▶ **What the task asks**
Each line of the records that holds "webkit" should be shown in full.

(Stored data entries)
● ● ● ● ● ● ●

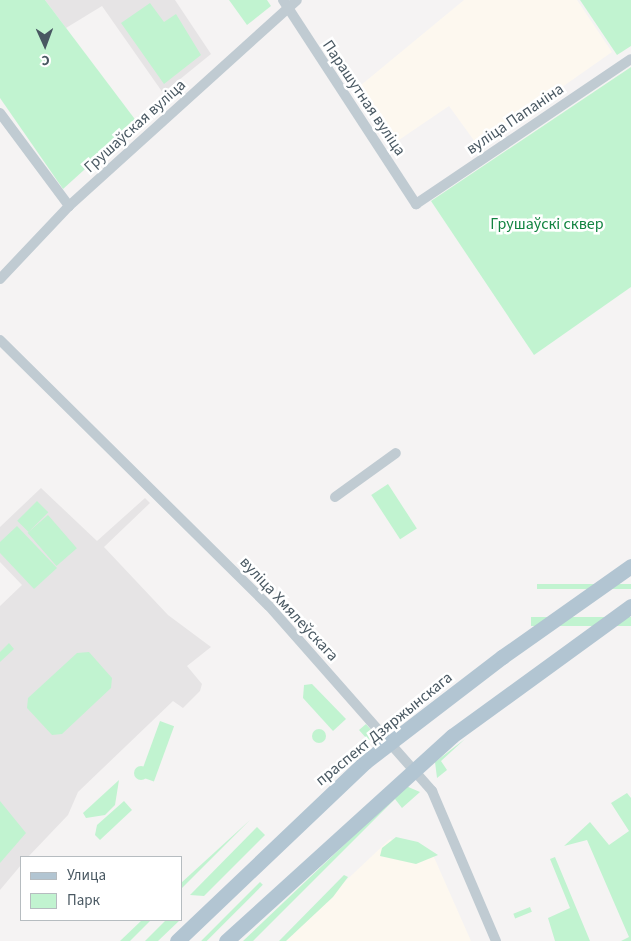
<!DOCTYPE html>
<meta charset="utf-8">
<style>
body{margin:0}
#map{position:relative;width:631px;height:941px;overflow:hidden;background:#f5f3f3;font-family:"Source Sans 3",sans-serif}
div>[style]{position:absolute}
[style*='--x']{left:calc(var(--x)*1px);top:calc(var(--y)*1px);width:calc(var(--w)*1px);rotate:calc(var(--a)*1deg)}
.commercial>*{inset:0;background:#fdf8ef}
.education>*{inset:0;background:#e6e4e5}
.green>*{inset:0;background:#c1f3d0;transform-origin:0 0}
.round{border-radius:50%}
.minor>*{height:10px;margin:-5px;padding:0 5px;transform-origin:5px;border-radius:5px;background:#c0cbd2}
.primary>*{height:15px;margin:-7.5px;padding:0 7.5px;transform-origin:7.5px;border-radius:7.5px;background:#b2c5d2}
span{translate:-50% -50%;white-space:nowrap;text-align:center;line-height:1.15;-webkit-text-stroke:5px #fff;paint-order:stroke}
.street-label{font-size:16px;color:#495862}
.park-label{font-size:16px;color:#138441}
.legend{position:absolute;left:20px;top:856px;width:162px;height:65px;box-sizing:border-box;background:#fff;border:1px solid #b6bcc0;margin:0;padding:6px 9px;list-style:none;font-size:15px;color:#495862}
.legend li{display:flex;align-items:center;gap:10px;height:25px}
.legend b{width:25px;border:1px solid #b6bcc0}
.north{position:absolute;left:20px;top:20px;width:50px;height:50px;-webkit-text-stroke:4px #fff;paint-order:stroke;rotate:178deg;font-size:14px;font-weight:700;line-height:20px;text-align:center;color:#495862}
.north::after{content:'';display:block;margin:auto;width:18px;height:22px;background:#495862;clip-path:polygon(50% 0,100% 100%,50% 72%,0 100%)}
</style>
<div id="map">
<div class="commercial">
<div style="clip-path:polygon(464px 0,577px 0,612px 52px,478px 146px,449px 106px,393px 144px,355px 90px)"></div>
<div style="clip-path:polygon(390px 839px,433px 855px,471px 941px,282px 941px)"></div>
</div>
<div class="education">
<div style="clip-path:polygon(45px 0,175px 0,211px 54px,163px 93px,102px 6px,66px 28px)"></div>
<div style="clip-path:polygon(41px 488px,97px 541px,145px 498px,150px 503px,104px 547px,168px 615px,211px 647px,187px 666px,202px 684px,200px 691px,183px 708px,173px 701px,78px 792px,68px 815px,28px 857px,21px 857px,21px 865px,0 890px,0 606px,22px 585px,0 562px,0 527px)"></div>
</div>
<div class="green">
<div style="clip-path:polygon(0 0,45px 0,137px 122px,63px 189px,0 98px)"></div>
<div style="clip-path:polygon(229px 0,267px 0,271px 6px,247px 25px)"></div>
<div style="clip-path:polygon(580px 0,631px 0,631px 46px,617px 55px)"></div>
<div style="clip-path:polygon(150px 3px,164px 22px,176px 14px,201px 55px,164px 84px,121px 23px)"></div>
<div style="clip-path:polygon(631px 67px,631px 287px,534px 355px,431px 201px)"></div>
<div style="left:388px;top:484px;width:53px;height:20px;rotate:57deg"></div>
<div style="left:37px;top:501px;width:16px;height:28px;rotate:45deg"></div>
<div style="left:48px;top:515px;width:44px;height:27px;rotate:49deg"></div>
<div style="clip-path:polygon(17px 526px,57px 568px,34px 589px,0 553px,0 542px)"></div>
<div style="left:631px;top:584px;width:5px;height:94px;rotate:90deg"></div>
<div style="left:631px;top:617px;width:9px;height:100px;rotate:90deg"></div>
<div style="clip-path:polygon(9px 643px,14px 649px,0 662px,0 652px)"></div>
<div style="clip-path:polygon(89px 652px,112px 678px,111px 688px,62px 734px,52px 735px,27px 708px,28px 698px,77px 653px)"></div>
<div style="clip-path:polygon(312px 684px,346px 719px,333px 731px,303px 698px,304px 685px)"></div>
<div style="left:160px;top:721px;width:15px;height:59px;rotate:20deg"></div>
<div style="clip-path:polygon(366px 724px,372px 731px,370px 739px,347px 760px,367px 739px,359px 730px)"></div>
<div class="round" style="left:312px;top:729px;width:14px;height:14px"></div>
<div style="clip-path:polygon(465px 739px,441px 761px,447px 770px,437px 778px,435px 762px)"></div>
<div class="round" style="left:134px;top:766px;width:14px;height:14px"></div>
<div style="clip-path:polygon(119px 780px,115px 805px,105px 815px,86px 818px,83px 813px)"></div>
<div style="clip-path:polygon(406px 786px,420px 792px,402px 808px,395px 799px,253px 941px,243px 941px)"></div>
<div style="clip-path:polygon(627px 793px,631px 798px,631px 941px,621px 941px,629px 937px,587px 840px,564px 846px,590px 822px,609px 845px,629px 831px,611px 803px)"></div>
<div style="clip-path:polygon(0 801px,26px 833px,0 863px)"></div>
<div style="clip-path:polygon(124px 801px,132px 810px,100px 840px,95px 835px,97px 825px)"></div>
<div style="clip-path:polygon(250px 820px,182px 888px,181px 883px)"></div>
<div style="clip-path:polygon(257px 827px,265px 835px,204px 896px,190px 895px)"></div>
<div style="clip-path:polygon(396px 837px,418px 842px,438px 855px,416px 864px,380px 856px,382px 848px)"></div>
<div style="clip-path:polygon(555px 857px,590px 941px,555px 941px,548px 918px,570px 908px,550px 859px)"></div>
<div style="clip-path:polygon(344px 875px,348px 877px,333px 897px,286px 941px,279px 941px)"></div>
<div style="left:260px;top:882px;width:4px;height:83px;rotate:45deg"></div>
<div style="left:530px;top:907px;width:5px;height:18px;rotate:68deg"></div>
<div style="clip-path:polygon(142px 920px,151px 920px,130px 941px,120px 941px)"></div>
<div style="clip-path:polygon(166px 920px,180px 920px,158px 941px,145px 941px)"></div>
</div>
<div class="minor">
<div style="--x:283;--y:0;--w:244;--a:56.9"></div>
<div style="--x:416;--y:204;--w:259;--a:-34"></div>
<div style="--x:0;--y:113;--w:116;--a:53.4"></div>
<div style="--x:0;--y:279;--w:100;--a:-46.6"></div>
<div style="--x:69;--y:206;--w:307;--a:-42.1"></div>
<div style="--x:0;--y:340;--w:378;--a:44.7"></div>
<div style="--x:269;--y:606;--w:247;--a:48.6"></div>
<div style="--x:432;--y:791;--w:163;--a:66.9"></div>
<div style="--x:335;--y:497;--w:75;--a:-35.8"></div>
</div>
<div class="primary">
<div style="--x:177;--y:941;--w:260;--a:-43.6"></div>
<div style="--x:365;--y:762;--w:173;--a:-37.5"></div>
<div style="--x:502;--y:657;--w:158;--a:-35.2"></div>
<div style="--x:226;--y:941;--w:305;--a:-42.2"></div>
<div style="--x:452;--y:736;--w:221;--a:-36"></div>
</div>
<div class="street-label">
<span style="left:364px;top:98px;rotate:56deg">Парашутная вуліца</span>
<span style="left:515px;top:119px;rotate:-34deg">вуліца Папаніна</span>
<span style="left:135px;top:126px;rotate:-42deg">Грушаўская вуліца</span>
<span style="left:289px;top:609px;rotate:47deg">вуліца Хмялеўскага</span>
<span style="left:384px;top:729px;rotate:-39deg">праспект Дзяржынскага</span>
</div>
<div class="park-label">
<span style="left:547px;top:224px">Грушаўскі сквер</span>
</div>
<ul class="legend">
<li><b style="height:6px;background:#b2c5d2"></b>Улица</li>
<li><b style="height:14px;background:#c1f3d0"></b>Парк</li>
</ul>
<div class="north">С</div>
</div>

● ● ● ● ● ● ●

▶ **Solution to the exercise**
span{translate:-50% -50%;white-space:nowrap;text-align:center;line-height:1.15;-webkit-text-stroke:5px #fff;paint-order:stroke}
.north{position:absolute;left:20px;top:20px;width:50px;height:50px;-webkit-text-stroke:4px #fff;paint-order:stroke;rotate:178deg;font-size:14px;font-weight:700;line-height:20px;text-align:center;color:#495862}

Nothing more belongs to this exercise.